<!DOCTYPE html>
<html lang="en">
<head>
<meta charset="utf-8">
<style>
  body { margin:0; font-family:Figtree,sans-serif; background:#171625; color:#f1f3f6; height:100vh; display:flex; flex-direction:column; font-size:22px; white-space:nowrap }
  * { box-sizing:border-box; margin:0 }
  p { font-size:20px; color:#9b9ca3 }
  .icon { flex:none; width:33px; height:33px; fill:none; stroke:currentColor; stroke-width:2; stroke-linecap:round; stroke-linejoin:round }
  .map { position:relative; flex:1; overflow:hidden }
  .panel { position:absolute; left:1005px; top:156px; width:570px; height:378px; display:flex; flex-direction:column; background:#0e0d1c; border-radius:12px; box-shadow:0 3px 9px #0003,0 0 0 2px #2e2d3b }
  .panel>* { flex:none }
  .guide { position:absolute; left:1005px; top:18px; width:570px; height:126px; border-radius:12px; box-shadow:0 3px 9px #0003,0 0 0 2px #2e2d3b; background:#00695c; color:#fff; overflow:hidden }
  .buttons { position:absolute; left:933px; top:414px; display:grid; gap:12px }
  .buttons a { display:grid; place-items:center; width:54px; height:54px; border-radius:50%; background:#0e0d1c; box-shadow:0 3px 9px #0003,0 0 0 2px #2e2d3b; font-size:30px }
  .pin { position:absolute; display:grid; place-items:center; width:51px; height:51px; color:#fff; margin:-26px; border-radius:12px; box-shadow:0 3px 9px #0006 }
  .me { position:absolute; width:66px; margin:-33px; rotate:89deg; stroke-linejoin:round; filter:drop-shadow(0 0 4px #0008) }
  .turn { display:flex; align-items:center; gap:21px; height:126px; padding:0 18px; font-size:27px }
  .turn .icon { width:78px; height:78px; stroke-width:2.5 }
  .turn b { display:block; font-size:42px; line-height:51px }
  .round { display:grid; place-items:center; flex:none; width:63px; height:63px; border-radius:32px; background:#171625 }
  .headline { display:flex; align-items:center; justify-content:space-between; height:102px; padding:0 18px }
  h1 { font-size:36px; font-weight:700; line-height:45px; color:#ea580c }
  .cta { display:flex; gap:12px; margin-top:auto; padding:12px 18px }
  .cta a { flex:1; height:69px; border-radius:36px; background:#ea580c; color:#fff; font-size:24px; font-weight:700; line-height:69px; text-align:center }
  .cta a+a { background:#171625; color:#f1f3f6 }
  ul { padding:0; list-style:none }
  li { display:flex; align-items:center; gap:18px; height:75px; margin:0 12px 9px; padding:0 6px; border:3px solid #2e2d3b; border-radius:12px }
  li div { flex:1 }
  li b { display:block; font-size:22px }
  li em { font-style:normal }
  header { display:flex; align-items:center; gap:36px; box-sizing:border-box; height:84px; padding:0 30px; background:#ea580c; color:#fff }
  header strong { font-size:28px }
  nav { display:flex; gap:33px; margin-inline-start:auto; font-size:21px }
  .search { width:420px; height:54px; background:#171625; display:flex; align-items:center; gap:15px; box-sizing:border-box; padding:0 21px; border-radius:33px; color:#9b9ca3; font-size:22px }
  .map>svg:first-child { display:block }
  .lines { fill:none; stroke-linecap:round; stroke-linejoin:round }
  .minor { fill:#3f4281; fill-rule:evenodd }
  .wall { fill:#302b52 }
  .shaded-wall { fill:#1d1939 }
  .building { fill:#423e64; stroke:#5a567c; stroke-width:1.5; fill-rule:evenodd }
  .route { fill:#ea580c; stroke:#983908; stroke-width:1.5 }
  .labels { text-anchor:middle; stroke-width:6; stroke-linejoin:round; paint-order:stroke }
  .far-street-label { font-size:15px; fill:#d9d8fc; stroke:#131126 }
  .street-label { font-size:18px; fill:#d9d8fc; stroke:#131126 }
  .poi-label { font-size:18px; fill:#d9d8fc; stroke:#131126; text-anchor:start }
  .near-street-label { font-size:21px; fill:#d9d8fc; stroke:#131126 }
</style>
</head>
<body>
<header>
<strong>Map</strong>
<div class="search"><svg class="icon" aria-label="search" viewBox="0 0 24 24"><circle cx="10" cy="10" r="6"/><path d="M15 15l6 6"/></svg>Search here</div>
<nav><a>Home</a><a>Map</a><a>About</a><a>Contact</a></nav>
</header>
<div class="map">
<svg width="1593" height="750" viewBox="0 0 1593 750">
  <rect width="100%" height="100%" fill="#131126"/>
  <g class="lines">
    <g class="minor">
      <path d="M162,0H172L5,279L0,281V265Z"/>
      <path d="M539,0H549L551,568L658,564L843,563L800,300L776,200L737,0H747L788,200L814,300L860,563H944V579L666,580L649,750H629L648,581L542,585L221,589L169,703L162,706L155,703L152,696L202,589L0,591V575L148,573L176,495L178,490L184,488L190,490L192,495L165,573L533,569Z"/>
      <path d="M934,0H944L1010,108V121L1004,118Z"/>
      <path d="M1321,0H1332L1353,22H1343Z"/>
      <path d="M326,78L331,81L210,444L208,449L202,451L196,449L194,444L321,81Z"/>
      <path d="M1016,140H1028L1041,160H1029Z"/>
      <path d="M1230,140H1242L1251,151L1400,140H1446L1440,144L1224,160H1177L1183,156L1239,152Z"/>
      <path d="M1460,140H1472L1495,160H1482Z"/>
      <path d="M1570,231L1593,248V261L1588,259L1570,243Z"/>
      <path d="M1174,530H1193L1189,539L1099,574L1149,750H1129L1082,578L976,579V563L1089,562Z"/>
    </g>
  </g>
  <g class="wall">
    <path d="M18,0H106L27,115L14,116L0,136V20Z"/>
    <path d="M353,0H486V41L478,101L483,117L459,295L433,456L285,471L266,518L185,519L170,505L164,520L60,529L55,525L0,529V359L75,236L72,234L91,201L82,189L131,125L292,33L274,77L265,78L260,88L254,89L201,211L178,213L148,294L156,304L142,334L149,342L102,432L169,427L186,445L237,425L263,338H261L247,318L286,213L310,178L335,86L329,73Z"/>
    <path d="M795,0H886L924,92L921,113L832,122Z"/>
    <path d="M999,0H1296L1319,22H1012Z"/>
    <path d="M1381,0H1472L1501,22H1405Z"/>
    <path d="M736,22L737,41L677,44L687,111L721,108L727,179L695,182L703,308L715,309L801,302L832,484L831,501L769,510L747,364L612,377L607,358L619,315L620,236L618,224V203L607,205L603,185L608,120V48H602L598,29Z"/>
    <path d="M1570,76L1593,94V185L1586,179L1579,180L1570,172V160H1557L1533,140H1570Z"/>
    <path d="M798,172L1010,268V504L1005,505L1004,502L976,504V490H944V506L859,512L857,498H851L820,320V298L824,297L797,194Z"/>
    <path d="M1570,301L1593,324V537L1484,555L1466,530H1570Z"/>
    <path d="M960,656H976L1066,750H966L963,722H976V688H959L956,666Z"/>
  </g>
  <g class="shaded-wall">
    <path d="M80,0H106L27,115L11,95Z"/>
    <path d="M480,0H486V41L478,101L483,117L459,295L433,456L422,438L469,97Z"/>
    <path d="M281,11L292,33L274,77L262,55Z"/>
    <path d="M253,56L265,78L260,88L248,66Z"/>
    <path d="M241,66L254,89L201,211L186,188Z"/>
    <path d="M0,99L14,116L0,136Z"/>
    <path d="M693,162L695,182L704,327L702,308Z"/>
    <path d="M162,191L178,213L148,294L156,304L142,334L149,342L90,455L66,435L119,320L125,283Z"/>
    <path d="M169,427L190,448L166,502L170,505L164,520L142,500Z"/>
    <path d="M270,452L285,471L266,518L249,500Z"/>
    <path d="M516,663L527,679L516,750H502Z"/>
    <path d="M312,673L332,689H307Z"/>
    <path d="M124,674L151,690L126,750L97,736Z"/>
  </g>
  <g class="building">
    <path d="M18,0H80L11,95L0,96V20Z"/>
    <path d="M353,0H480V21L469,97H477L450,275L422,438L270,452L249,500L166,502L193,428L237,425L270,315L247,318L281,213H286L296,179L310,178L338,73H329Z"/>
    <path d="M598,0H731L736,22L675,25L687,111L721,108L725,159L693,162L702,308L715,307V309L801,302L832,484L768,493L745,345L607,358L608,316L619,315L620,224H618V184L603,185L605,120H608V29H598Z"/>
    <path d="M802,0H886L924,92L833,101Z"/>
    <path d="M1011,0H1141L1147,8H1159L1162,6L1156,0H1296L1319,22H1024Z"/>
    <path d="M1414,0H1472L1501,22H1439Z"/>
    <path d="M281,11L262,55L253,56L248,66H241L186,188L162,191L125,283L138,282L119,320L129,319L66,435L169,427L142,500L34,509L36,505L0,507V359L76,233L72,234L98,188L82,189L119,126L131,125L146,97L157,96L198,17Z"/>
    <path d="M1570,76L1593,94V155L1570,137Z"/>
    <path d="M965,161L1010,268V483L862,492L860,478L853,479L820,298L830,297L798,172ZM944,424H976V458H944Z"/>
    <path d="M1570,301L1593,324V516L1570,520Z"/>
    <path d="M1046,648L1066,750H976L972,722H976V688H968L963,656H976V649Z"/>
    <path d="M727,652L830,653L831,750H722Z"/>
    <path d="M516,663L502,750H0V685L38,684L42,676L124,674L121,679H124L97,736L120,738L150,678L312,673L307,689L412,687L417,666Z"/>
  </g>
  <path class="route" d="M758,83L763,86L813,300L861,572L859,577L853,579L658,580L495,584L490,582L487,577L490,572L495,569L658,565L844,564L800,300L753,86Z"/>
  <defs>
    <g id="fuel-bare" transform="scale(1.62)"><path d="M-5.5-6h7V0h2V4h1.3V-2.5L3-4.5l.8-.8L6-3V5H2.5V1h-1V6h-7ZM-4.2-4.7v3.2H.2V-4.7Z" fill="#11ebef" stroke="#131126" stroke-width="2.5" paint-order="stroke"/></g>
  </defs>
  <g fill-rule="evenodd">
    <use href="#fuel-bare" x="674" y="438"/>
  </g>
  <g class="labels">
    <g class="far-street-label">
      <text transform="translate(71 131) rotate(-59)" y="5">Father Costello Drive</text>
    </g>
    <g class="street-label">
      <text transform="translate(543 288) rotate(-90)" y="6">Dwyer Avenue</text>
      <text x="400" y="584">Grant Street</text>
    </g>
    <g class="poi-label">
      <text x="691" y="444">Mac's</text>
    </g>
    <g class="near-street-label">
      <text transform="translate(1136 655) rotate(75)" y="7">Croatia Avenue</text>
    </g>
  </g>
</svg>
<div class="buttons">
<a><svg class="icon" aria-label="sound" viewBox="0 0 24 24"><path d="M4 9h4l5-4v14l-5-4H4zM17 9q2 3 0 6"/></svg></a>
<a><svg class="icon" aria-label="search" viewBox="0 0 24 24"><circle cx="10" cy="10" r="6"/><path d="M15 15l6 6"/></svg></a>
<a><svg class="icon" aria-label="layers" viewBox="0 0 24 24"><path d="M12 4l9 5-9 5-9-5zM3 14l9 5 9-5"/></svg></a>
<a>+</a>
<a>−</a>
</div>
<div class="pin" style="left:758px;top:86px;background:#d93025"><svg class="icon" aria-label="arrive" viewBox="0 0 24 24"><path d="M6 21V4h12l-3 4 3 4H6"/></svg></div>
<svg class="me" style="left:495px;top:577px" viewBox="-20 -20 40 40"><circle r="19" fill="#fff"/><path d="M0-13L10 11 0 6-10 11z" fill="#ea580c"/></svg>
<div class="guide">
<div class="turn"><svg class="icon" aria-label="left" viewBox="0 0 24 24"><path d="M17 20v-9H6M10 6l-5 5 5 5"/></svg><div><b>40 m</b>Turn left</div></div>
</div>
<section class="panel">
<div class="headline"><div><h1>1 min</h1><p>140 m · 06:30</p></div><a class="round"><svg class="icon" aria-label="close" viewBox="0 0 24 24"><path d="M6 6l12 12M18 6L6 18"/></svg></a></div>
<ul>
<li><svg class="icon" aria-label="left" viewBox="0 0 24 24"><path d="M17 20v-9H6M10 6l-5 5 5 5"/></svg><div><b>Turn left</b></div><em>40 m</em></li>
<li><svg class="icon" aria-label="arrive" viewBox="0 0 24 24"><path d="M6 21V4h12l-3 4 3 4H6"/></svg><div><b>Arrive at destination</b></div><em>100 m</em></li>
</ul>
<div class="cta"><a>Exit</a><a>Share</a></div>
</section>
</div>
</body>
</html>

^^^^^^^^

> [Required action] Each line above that contains "hidden" must be copied out.

> [Solution to the problem]
  .map { position:relative; flex:1; overflow:hidden }
  .guide { position:absolute; left:1005px; top:18px; width:570px; height:126px; border-radius:12px; box-shadow:0 3px 9px #0003,0 0 0 2px #2e2d3b; background:#00695c; color:#fff; overflow:hidden }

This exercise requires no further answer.